Some time this evening, a young man named Cody Brocious will step out in front of a large audience at Caesar’s Palace in Las Vegas.
At that moment, he will demonstrate how, with about $50 worth of palm-sized hardware and in a matter of seconds, he could break into their hotel rooms.
You know those plastic magnetic card-key locks that have replaced conventional metal keys at thousands of hotels around the world?
Well, according to Mr. Brocious, 24, such locks produced by a certain company have built into them not one but two different vulnerabilities that render them virtually null and void against a hacker with a modicum of skills and access to a Radio Shack store.
For a detailed breakdown on all this, check out the Forbes magazine story here.
Mr. Brocious plans to demonstrate this vulnerability himself this evening at the technical security conference known as Black Hat USA, which began last Saturday in Vegas and runs through Thursday.

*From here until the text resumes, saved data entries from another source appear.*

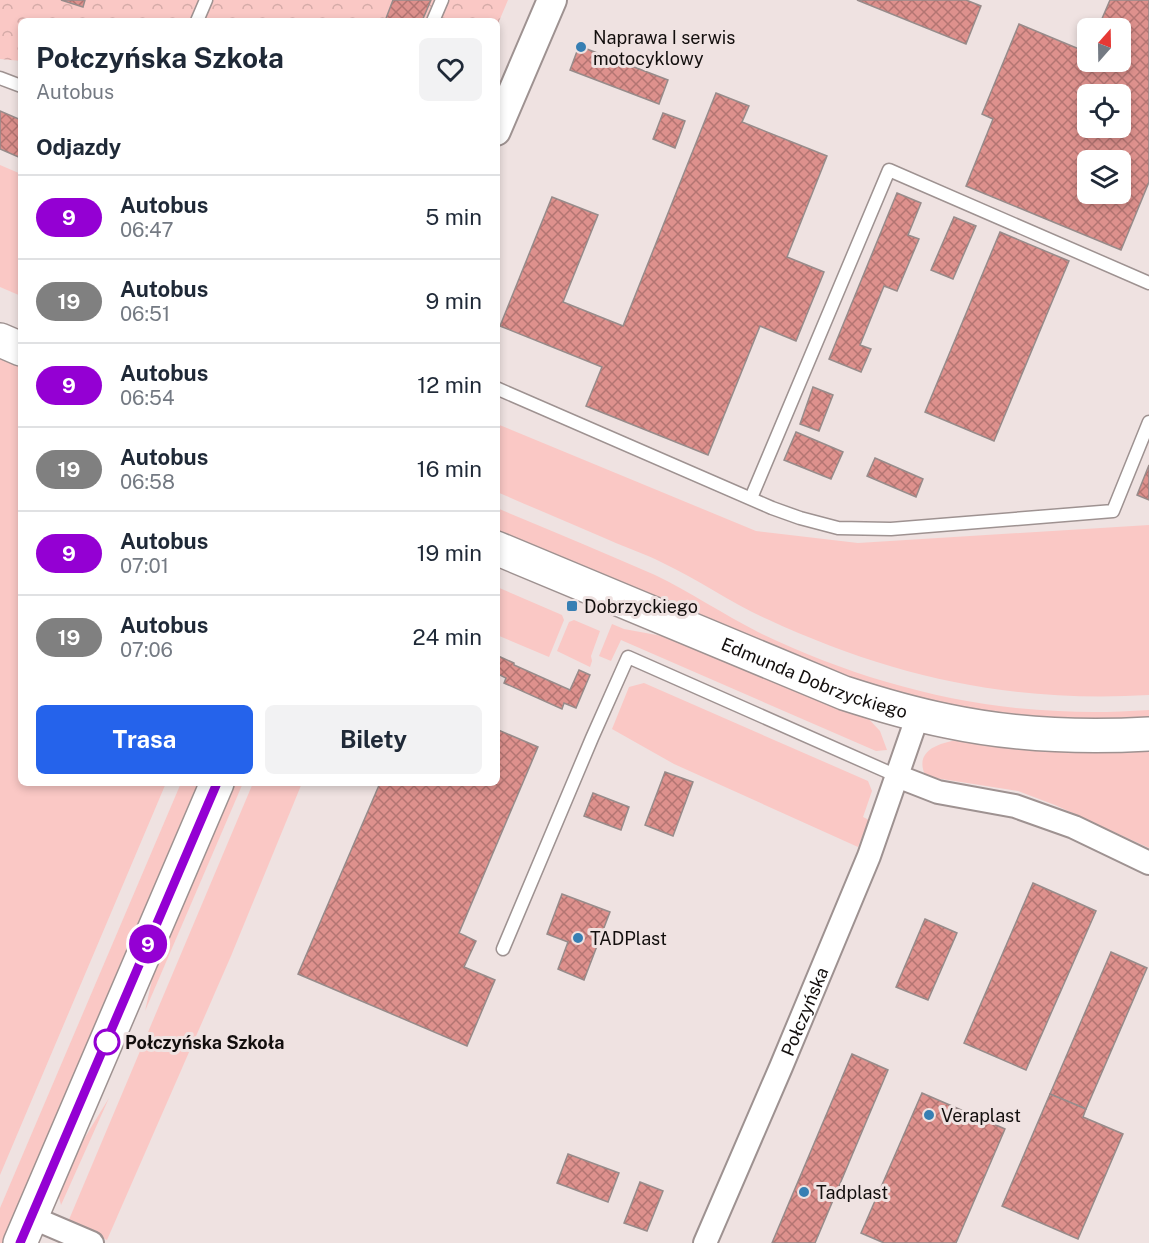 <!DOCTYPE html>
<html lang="pl">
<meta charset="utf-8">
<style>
:root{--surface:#fff;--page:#f2f2f3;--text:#1f2937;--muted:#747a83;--line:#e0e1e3;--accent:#2563eb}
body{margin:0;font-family:"Public Sans",sans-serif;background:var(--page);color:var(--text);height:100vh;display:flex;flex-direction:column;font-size:22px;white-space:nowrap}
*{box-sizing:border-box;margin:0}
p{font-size:20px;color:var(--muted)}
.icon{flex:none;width:33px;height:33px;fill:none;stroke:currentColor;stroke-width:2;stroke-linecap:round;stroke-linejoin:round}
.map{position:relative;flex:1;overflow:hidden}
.panel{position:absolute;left:18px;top:18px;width:482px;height:768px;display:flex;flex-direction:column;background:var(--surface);border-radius:9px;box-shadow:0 3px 9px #0003}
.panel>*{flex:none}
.badge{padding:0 12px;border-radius:20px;font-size:21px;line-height:39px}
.needle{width:39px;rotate:20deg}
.tools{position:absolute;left:1077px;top:18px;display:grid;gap:12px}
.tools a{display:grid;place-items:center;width:54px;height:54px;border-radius:9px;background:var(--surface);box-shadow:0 3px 9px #0003;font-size:30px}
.map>.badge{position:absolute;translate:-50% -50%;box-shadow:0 0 0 3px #fff}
h2{padding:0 18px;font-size:22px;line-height:54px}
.round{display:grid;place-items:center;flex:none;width:63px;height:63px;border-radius:9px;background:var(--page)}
.summary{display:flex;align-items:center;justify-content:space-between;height:102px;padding:0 18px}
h1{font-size:28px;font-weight:700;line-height:45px}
.cta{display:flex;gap:12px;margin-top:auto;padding:12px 18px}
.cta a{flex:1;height:69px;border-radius:9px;background:var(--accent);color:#fff;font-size:24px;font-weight:700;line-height:69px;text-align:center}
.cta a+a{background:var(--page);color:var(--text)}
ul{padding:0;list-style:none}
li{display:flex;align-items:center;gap:18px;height:84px;padding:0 18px;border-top:2px solid var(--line)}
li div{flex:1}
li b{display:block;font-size:22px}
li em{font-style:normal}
li .badge{min-width:66px;font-weight:700;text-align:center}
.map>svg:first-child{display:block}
.green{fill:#fac8c5}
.forest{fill:url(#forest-crowns)}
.building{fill:url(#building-cross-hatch);stroke:#978b8a;stroke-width:1.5;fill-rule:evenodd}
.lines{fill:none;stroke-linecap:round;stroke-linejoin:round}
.service-casing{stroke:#9e9291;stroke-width:15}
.minor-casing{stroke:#9e9291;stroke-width:26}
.tertiary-casing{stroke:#9e9291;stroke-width:32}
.secondary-casing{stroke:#9e9291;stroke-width:36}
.service{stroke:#fff;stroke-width:12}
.minor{stroke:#fff;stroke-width:22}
.tertiary{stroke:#fff;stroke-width:28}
.secondary{stroke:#fff;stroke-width:33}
.line-casing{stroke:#fff;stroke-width:14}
.line{stroke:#9400d3;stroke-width:9}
.poi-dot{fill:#377fb3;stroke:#efe2e1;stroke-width:2}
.stop-dot{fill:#fff;stroke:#9400d3;stroke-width:3}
.labels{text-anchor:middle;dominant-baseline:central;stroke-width:6;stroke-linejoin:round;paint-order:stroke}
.poi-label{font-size:18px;fill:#130f0e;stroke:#efe2e1;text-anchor:start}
.street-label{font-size:18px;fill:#130f0e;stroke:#efe2e1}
.stop-label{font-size:18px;font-weight:bold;fill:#130f0e;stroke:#efe2e1;text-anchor:start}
</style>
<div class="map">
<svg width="1149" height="1243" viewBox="0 0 1149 1243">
<defs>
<pattern id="forest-crowns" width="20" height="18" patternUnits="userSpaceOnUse" patternTransform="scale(1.5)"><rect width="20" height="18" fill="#fac8c5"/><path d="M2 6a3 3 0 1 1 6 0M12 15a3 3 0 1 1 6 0" fill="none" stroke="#d5aba8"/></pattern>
<pattern id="building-cross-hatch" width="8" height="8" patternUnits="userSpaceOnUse" patternTransform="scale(1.5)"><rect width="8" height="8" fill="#de918d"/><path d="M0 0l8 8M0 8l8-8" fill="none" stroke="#b37572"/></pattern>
</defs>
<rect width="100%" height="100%" fill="#efe2e1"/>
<g class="green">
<polygon points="0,165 21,174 21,296 0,287"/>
<polygon points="0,357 21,365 21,783 166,783 0,1175"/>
<path d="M497,424L756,531L858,543L1149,525V695C1011,703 892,677 767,619C731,603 699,580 663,563C646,554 627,548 609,540C572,524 534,508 497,492Z"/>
<path d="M497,508C549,530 603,552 655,575C690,592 723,614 758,632C851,677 955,707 1058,711C1089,713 1119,712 1149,710V721L1092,723L970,712L864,685L497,533Z"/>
<polygon points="497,587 562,615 564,620 549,657 497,635"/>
<polygon points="574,620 600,631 591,656 592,661 590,667 557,651 569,622"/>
<polygon points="612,624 624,629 673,638 866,716 880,731 887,750 876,751 621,640 611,661 599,656"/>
<polygon points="644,683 868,781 872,791 863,817 869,820 858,847 674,764 612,729 629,687"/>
<path d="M966,739L1149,748V848L1055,805L1018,791L929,777L925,775C913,748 945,741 966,739Z"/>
<polygon points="181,783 204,783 7,1243 0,1243 0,1208"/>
<polygon points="235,783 243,783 145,1011 156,962"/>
<polygon points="253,783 302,783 231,956 107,1240 68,1222"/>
<polygon points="109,1098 61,1205 58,1193 73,1157"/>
</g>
<polygon class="forest" points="0,0 508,0 497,26 496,21 21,21 21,61 0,59"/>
<g class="building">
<polygon points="61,0 85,0 83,7"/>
<polygon points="393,0 431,0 422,21 385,21"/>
<polygon points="857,0 966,0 981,6 966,44"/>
<path d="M1110,0H1149V182L1121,250L966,186L993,119L982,114L1019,24L1079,49L1085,34L1088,35V62H1120V28H1098ZM1088,94H1120V128H1088ZM1088,160H1120V194H1088Z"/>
<polygon points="579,46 668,80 659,104 570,70"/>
<polygon points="716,93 749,106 742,122 827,156 787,257 824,272 796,341 760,326 708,455 586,406 602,367 500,326 552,197 598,215 563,302 623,326"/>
<polygon points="0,111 21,120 21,158 0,149"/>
<polygon points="663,113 685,121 675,148 653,139"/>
<polygon points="897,193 921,203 908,235 919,239 897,291 884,286 860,345 871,349 861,372 829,359"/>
<polygon points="954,217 976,226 953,279 931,270"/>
<polygon points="1000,232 1069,261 994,441 925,412"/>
<polygon points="813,387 833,395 819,431 800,424"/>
<polygon points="796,432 843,452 831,479 784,460"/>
<polygon points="875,458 923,479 916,497 867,476"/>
<polygon points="1149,465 1149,500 1137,495"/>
<polygon points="496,655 514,663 514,665 570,690 579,670 590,675 576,708 564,703 562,709 504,683 506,678 496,673"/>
<polygon points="496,729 538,747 459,933 476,941 464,967 495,980 467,1046 298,974 380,783 496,783"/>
<polygon points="665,772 693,782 673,836 645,825"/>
<polygon points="593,793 629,807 621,830 584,816"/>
<polygon points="1033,883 1096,911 1026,1070 964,1043"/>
<polygon points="562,894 610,912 584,980 558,969 568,942 547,934"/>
<polygon points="925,919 957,933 928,1000 896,987"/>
<polygon points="1111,952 1147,968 1086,1109 1050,1094"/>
<polygon points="852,1054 888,1070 815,1243 772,1243"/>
<polygon points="922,1093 1005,1129 956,1243 884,1243 861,1233"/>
<polygon points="1050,1094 1086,1109 1083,1117 1123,1134 1078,1239 1002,1206"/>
<polygon points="568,1154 619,1173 608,1202 557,1183"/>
<polygon points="640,1182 663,1191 647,1231 624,1223"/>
</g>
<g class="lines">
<defs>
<g id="service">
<polyline points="197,21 206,0"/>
<polyline points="433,21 442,0"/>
<polyline points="0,78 21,86"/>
<polyline points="496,388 772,508 800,518 838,528 891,529 1113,511 1149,422"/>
<polyline points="751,498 889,170 1149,283"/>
<polyline points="503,949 592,738 628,657 897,776"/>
</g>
<g id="minor">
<polyline points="897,776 938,792 1015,806 1074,827 1149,863"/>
<polyline points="31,1217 92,1243"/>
<path id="s1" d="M705,1243L781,1067L869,856L918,715"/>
</g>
<polyline id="tertiary" points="496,131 552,0"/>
<g id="secondary">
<polyline points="0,340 21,349"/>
<path id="s2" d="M496,548L844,693C878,704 912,714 947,721C1013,735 1081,738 1149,734"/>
<polyline points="20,1243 217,783"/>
</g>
</defs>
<use href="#service" class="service-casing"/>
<use href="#minor" class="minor-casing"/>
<use href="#tertiary" class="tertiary-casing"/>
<use href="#secondary" class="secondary-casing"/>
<use href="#service" class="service"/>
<use href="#minor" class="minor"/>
<use href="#tertiary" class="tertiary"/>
<use href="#secondary" class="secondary"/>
</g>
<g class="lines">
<defs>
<polyline id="line" points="20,1243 217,783"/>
</defs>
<use href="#line" class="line-casing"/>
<use href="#line" class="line"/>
</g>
<g class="poi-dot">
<circle cx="581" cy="47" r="6"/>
<rect x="566" y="600" width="12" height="12" rx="3"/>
<circle cx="578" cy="938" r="6"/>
<circle cx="929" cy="1115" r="6"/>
<circle cx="804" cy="1192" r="6"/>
</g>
<circle class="stop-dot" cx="107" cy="1042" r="12"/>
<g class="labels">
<g class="poi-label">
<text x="593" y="37">Naprawa I serwis<tspan x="593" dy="21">motocyklowy</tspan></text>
<text x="584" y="606">Dobrzyckiego</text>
<text x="590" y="938">TADPlast</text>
<text x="941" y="1115">Veraplast</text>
<text x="816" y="1192">Tadplast</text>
</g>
<g class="street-label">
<text stroke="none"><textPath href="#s2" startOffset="344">Edmunda Dobrzyckiego</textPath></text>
<text stroke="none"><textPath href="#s1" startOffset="252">Połczyńska</textPath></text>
</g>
<g class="stop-label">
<text x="125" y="1042">Połczyńska Szkoła</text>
</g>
</g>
</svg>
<div class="tools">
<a><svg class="needle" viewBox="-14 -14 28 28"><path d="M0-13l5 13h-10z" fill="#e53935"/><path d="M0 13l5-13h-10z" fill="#747a83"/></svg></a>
<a><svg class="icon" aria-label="locate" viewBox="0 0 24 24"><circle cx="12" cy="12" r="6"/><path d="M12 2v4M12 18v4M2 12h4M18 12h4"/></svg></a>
<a><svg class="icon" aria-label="layers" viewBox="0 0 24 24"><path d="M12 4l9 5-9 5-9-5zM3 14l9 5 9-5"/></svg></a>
</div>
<b class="badge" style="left:148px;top:944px;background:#9400d3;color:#fff">9</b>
<section class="panel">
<div class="summary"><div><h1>Połczyńska Szkoła</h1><p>Autobus</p></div><a class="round"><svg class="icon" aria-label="heart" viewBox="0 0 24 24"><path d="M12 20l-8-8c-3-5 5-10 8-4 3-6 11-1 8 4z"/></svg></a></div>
<h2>Odjazdy</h2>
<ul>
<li><span class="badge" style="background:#9400d3;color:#fff">9</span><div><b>Autobus</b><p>06:47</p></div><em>5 min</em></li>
<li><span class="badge" style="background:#808080;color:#fff">19</span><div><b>Autobus</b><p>06:51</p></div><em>9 min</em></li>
<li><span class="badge" style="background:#9400d3;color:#fff">9</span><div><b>Autobus</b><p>06:54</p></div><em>12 min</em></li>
<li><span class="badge" style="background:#808080;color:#fff">19</span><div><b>Autobus</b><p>06:58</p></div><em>16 min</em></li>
<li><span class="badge" style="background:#9400d3;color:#fff">9</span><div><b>Autobus</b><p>07:01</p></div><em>19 min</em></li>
<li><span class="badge" style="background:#808080;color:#fff">19</span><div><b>Autobus</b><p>07:06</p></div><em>24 min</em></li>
</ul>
<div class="cta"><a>Trasa</a><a>Bilety</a></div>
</section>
</div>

The number of card-key locks vulnerable to this particular hacking technique are estimated to be somewhere between 4 million and 5 million worldwide.
If you’re in the room, there are plenty of old-school defensive measures you can take, not the least of which are deadbolt locks that come standard with most hotel rooms around the globe. Travel suppliers also sell special wedges you can use to stop anyone from entering the room while you’re inside.
You could even prop a chair or a suitcase against the door if you felt like it.
The real worry begins once you leave. At that point, the only thing standing between you and whatever you leave in your room is that card-key lock.
Not all card-key locks contain the twin vulnerabilities being outlined by Mr. Brocious. But enough of them do — and if he’s right, the knowledge of this vulnerability is already sufficiently widespread — to make this a concern.
So far, we haven’t heard anything definitive from the company that makes this particular type of lock. IBIT will let you know what, if anything, they intend to do about it.